Il y a un livre que je recommande systématiquement à mes amis amateurs de fantastique et autres "littératures de l’imaginaire", et encore plus à mes amis allergiques à cela : La Horde du Contrevent d’Alain Damasio. Univers riche et original, personnages creusés, une qualité littéraire évidente doublée d’un plaisir communicatif à jouer avec les mots. Et quand on finit l’aventure, le portée philosophique de la quête a de quoi vous rester longtemps en bouche. Je ne suis pas le seul apparemment car d’année en année, à force de bouche à oreille, Alain Damasio est devenu une star, peut-être la seule star en France d’une sphère littéraire snobée par les médias et les prix littéraires, qui a du mal à élargir son audience au delà son public de prédilection.

Prophétique ?

Quand le bonhomme sort un nouveau livre c’est donc un événement et les quelques informations qui filtrent sont alléchantes : un roman d’anticipation qui résonne totalement avec notre présent, où les pouvoirs publics ont quasiment démissionné, laissant libre court à un méga-capitalisme non pas décomplexé mais carrément maléfique. Les villes font faillite et prennent le nom de la multinationale qui les renflouent (Civin, pour Vinci en verlans, Orange ... rachetée par Orange, ils ont déjà le nom c’est moins cher en droits, Paris-LVMH). Les inégalités explosent. Tout le monde est pisté, profilé via son accès au réseau. Bref la somme de toutes les peurs que vous pouvez avoir sur les méfaits de la technologie, en particulier en France.
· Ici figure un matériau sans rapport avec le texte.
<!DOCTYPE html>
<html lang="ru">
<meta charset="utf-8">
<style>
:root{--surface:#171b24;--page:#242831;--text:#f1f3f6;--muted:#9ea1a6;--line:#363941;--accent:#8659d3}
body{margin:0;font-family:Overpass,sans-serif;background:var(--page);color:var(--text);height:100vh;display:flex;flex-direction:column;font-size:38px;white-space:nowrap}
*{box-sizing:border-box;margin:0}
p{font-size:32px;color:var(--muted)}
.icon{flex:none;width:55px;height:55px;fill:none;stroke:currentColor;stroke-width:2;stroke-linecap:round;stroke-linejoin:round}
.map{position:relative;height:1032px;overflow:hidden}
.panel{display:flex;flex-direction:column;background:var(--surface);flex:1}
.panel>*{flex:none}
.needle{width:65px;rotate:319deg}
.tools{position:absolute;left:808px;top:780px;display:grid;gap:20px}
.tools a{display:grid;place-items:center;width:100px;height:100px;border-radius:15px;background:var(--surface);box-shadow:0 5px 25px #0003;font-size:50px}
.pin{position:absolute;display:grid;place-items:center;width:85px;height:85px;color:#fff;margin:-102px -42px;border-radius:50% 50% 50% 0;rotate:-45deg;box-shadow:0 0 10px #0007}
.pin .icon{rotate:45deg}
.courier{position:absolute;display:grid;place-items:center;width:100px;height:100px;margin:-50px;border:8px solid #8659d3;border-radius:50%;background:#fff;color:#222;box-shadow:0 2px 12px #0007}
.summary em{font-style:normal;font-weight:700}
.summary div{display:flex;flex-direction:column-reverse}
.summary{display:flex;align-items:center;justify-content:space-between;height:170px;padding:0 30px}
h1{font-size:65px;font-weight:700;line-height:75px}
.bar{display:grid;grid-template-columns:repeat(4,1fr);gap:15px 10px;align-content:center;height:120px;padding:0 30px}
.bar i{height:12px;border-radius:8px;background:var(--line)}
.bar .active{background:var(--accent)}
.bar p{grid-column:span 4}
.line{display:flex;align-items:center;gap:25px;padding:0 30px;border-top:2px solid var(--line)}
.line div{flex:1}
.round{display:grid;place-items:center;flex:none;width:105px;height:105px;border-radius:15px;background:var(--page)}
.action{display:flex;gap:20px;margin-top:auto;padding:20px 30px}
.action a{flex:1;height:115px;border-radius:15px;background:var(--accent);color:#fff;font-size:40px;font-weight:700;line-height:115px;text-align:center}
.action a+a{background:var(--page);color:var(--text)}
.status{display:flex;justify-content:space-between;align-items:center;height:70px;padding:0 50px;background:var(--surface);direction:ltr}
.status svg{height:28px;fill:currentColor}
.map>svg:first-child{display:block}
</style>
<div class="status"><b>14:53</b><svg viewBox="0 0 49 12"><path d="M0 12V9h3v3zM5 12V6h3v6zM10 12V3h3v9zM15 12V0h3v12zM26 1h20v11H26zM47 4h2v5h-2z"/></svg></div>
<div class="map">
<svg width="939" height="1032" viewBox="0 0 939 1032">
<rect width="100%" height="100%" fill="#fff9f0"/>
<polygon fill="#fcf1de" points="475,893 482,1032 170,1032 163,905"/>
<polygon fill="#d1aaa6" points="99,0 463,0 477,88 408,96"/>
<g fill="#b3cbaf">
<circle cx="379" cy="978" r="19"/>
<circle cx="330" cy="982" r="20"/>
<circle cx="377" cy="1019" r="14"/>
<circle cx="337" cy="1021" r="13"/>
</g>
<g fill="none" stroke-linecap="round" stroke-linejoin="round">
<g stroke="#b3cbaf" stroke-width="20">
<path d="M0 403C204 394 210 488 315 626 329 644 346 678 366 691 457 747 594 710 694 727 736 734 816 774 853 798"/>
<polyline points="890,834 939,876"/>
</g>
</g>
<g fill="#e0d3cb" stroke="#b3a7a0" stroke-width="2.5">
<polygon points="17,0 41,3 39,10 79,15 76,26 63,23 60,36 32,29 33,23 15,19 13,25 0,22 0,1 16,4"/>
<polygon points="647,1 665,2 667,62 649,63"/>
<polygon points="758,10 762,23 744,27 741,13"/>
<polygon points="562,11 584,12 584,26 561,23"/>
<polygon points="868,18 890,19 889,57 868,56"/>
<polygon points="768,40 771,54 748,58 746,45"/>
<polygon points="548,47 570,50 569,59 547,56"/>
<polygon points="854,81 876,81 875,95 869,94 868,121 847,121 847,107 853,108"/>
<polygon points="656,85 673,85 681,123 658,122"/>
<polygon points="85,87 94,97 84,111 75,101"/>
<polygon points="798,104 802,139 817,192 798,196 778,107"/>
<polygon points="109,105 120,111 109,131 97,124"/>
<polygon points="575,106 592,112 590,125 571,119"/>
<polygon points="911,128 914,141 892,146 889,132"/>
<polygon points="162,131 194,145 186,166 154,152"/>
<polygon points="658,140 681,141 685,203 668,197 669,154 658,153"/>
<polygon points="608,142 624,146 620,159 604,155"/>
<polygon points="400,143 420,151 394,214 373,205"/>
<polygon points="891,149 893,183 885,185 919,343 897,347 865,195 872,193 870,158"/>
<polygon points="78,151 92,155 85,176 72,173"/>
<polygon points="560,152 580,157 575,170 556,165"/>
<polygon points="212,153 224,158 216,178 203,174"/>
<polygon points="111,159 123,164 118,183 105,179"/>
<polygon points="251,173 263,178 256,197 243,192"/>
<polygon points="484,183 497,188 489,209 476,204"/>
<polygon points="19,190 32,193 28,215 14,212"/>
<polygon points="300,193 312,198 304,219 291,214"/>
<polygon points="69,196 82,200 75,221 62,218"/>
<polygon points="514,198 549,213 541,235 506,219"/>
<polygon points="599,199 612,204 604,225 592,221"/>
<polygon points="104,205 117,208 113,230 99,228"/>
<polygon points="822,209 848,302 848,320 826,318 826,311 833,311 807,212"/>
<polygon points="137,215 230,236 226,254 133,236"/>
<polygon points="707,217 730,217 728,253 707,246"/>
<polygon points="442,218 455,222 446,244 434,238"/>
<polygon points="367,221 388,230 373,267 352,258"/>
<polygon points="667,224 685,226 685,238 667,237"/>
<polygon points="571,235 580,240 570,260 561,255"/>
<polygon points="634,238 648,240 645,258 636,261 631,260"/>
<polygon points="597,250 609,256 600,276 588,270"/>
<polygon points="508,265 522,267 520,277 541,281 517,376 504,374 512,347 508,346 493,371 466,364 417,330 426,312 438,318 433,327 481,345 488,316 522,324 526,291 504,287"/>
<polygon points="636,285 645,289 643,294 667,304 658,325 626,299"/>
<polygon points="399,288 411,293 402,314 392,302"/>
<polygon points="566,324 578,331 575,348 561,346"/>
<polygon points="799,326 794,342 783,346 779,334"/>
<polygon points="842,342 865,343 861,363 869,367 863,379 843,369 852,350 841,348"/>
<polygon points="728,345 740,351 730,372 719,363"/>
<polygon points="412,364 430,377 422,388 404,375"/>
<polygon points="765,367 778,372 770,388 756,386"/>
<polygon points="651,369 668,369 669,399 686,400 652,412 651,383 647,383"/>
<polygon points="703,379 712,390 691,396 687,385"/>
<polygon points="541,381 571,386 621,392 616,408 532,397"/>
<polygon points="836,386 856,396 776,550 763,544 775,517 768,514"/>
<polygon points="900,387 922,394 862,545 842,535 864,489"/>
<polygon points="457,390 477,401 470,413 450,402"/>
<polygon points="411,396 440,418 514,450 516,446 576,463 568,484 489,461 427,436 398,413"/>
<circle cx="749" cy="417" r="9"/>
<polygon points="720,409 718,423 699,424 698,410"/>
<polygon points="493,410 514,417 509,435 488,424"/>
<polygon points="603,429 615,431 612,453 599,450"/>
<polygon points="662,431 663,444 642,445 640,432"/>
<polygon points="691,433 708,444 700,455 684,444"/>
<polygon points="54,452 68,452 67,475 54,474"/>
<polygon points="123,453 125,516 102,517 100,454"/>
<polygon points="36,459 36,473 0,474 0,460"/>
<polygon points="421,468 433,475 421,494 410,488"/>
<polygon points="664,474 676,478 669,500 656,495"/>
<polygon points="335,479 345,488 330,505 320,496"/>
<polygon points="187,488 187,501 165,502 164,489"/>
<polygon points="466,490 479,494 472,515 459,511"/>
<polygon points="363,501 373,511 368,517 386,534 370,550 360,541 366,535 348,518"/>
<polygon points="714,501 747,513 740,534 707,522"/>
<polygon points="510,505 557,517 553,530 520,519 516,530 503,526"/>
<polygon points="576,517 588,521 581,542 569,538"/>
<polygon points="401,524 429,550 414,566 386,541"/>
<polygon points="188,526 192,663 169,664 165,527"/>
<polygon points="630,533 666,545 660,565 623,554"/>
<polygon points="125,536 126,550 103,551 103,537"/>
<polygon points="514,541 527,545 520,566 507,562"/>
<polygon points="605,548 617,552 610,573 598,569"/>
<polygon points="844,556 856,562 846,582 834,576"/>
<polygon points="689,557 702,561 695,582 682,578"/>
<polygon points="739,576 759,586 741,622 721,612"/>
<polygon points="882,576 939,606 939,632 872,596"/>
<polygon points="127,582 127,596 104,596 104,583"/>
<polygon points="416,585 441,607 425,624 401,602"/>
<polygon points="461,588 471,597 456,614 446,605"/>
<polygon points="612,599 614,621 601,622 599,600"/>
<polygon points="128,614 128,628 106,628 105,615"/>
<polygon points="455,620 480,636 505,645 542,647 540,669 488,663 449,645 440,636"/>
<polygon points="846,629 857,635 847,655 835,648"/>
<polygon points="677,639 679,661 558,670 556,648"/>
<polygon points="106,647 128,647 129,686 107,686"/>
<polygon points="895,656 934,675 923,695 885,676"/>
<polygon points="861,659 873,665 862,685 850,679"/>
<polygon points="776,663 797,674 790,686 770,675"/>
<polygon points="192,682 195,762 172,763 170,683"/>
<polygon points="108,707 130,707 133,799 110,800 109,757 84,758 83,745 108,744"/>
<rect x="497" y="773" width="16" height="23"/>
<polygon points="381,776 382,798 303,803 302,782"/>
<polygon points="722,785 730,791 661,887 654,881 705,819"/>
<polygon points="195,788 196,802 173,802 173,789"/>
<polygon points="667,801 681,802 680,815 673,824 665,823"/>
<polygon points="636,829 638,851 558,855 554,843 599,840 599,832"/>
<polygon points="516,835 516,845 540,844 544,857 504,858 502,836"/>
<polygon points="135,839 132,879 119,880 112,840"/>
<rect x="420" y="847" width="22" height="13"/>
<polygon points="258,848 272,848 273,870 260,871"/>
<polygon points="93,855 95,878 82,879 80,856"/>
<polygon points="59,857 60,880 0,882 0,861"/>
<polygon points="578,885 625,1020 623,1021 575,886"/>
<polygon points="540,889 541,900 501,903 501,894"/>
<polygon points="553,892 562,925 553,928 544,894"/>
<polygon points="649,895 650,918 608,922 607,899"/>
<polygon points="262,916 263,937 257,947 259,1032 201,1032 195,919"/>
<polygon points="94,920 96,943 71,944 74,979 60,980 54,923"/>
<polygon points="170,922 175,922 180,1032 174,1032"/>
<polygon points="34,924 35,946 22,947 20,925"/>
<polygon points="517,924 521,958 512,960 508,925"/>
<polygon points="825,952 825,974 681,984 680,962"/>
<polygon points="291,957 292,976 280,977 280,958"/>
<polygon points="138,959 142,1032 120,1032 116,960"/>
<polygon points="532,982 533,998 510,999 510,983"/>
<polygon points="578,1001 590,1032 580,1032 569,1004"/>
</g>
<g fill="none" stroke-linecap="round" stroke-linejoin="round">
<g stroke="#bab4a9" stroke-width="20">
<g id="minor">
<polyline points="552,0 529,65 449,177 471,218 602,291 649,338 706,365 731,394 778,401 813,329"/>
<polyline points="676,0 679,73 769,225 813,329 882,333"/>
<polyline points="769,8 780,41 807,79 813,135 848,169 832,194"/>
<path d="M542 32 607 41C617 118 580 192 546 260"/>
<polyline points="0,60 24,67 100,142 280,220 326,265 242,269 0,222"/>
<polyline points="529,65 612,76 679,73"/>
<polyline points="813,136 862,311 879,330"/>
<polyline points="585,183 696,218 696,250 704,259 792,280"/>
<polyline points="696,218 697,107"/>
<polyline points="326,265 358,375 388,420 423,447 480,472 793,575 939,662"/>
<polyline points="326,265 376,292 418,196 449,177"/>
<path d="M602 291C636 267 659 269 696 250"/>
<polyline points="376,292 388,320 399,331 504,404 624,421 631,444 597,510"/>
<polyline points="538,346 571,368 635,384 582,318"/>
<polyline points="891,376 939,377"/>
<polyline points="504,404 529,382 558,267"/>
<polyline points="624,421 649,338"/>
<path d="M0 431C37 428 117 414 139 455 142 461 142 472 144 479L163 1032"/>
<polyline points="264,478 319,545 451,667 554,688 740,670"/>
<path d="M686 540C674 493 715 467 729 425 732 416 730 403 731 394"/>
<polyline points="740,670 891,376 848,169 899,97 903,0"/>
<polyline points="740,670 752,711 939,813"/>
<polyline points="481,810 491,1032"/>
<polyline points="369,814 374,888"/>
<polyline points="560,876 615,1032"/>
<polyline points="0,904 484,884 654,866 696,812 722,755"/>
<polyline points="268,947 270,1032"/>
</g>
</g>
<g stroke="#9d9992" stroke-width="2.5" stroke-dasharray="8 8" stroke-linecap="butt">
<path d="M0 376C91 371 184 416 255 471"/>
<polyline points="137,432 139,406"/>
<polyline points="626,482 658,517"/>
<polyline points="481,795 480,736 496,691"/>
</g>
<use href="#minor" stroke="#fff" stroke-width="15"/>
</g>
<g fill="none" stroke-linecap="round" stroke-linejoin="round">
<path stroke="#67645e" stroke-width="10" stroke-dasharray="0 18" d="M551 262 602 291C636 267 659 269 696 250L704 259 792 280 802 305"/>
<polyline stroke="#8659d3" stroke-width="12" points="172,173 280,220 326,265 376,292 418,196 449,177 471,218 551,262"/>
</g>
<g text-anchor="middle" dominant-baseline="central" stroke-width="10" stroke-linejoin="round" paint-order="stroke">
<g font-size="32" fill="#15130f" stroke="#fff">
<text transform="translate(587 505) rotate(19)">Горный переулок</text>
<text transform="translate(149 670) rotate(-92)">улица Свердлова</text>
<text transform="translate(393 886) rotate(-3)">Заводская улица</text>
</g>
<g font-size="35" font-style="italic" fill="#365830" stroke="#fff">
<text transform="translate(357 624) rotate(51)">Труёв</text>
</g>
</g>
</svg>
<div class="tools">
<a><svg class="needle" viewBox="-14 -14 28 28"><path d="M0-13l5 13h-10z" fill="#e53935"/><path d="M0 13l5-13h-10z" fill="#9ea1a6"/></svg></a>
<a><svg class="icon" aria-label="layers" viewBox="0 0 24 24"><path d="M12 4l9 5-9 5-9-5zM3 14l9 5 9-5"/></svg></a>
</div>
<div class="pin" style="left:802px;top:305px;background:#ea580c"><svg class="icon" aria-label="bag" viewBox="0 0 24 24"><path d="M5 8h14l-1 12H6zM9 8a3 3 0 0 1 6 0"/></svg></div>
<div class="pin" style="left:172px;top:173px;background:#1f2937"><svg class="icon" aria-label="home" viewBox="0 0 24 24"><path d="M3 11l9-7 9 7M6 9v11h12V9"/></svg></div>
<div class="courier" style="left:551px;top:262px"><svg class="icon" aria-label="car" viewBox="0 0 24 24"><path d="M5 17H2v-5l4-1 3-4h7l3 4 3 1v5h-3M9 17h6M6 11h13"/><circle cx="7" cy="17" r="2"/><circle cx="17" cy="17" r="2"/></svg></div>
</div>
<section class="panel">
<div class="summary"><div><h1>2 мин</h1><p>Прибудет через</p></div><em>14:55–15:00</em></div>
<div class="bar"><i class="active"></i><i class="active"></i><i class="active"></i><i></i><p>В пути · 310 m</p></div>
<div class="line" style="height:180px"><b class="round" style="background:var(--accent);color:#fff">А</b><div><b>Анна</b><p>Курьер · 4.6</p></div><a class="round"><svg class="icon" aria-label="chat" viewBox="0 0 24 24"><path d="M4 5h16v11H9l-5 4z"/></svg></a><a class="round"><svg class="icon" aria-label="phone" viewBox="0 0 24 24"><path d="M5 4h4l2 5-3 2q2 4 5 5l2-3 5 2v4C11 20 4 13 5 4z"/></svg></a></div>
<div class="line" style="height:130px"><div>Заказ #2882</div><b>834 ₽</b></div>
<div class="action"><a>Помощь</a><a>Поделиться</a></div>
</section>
Dans ce futur cauchemardesque et pourtant parfois séduisant, on suit Lorca, quadra embarqué tardivement dans une unité d’élite de l’armée qui traque les Furtifs, une espèce animale aux fantastiques pouvoirs de camouflage et d’agilité dont on a encore pu capturer aucun spécimen vivant car ils se transforment en statues si un humain arrive à les apercevoir. Lorca s’est engagé pour une raison précise : il pense que les furtifs sont impliqués dans la disparition mystérieuse de sa fille.

Jusque là tout va bien, on suit Lorca et sa "meute", une équipe de soldats haute en couleurs, qui traque les furtifs. L’univers anticipé par Damasio, ses progrès grisants et ses inégalités exacerbées et le drame personnel vécu par Lorca et sa femme, tout cela est introduit progressivement, sans longues descriptions et flashbacks incessants, sans "ralentir" une quête qui vous tient déjà en haleine.

Pamphlétique

Et puis très vite Damasio bascule dans le pamphlet anti-capitaliste et anti-technologique. Ce qui en soit n’est pas un problème, on peut apprécier un livre sans adhérer à l’idéologie de l’auteur. Pour ce qui est de la critique de la technologie dans la SF, la plupart des grands succès cinématographiques du genre présentent la technologie comme un ennemi mortel si on arrive pas à la maîtriser. Les luttes sociales ont donné aussi certains de nos chefs d’oeuvre littéraires et des grands réalisateurs.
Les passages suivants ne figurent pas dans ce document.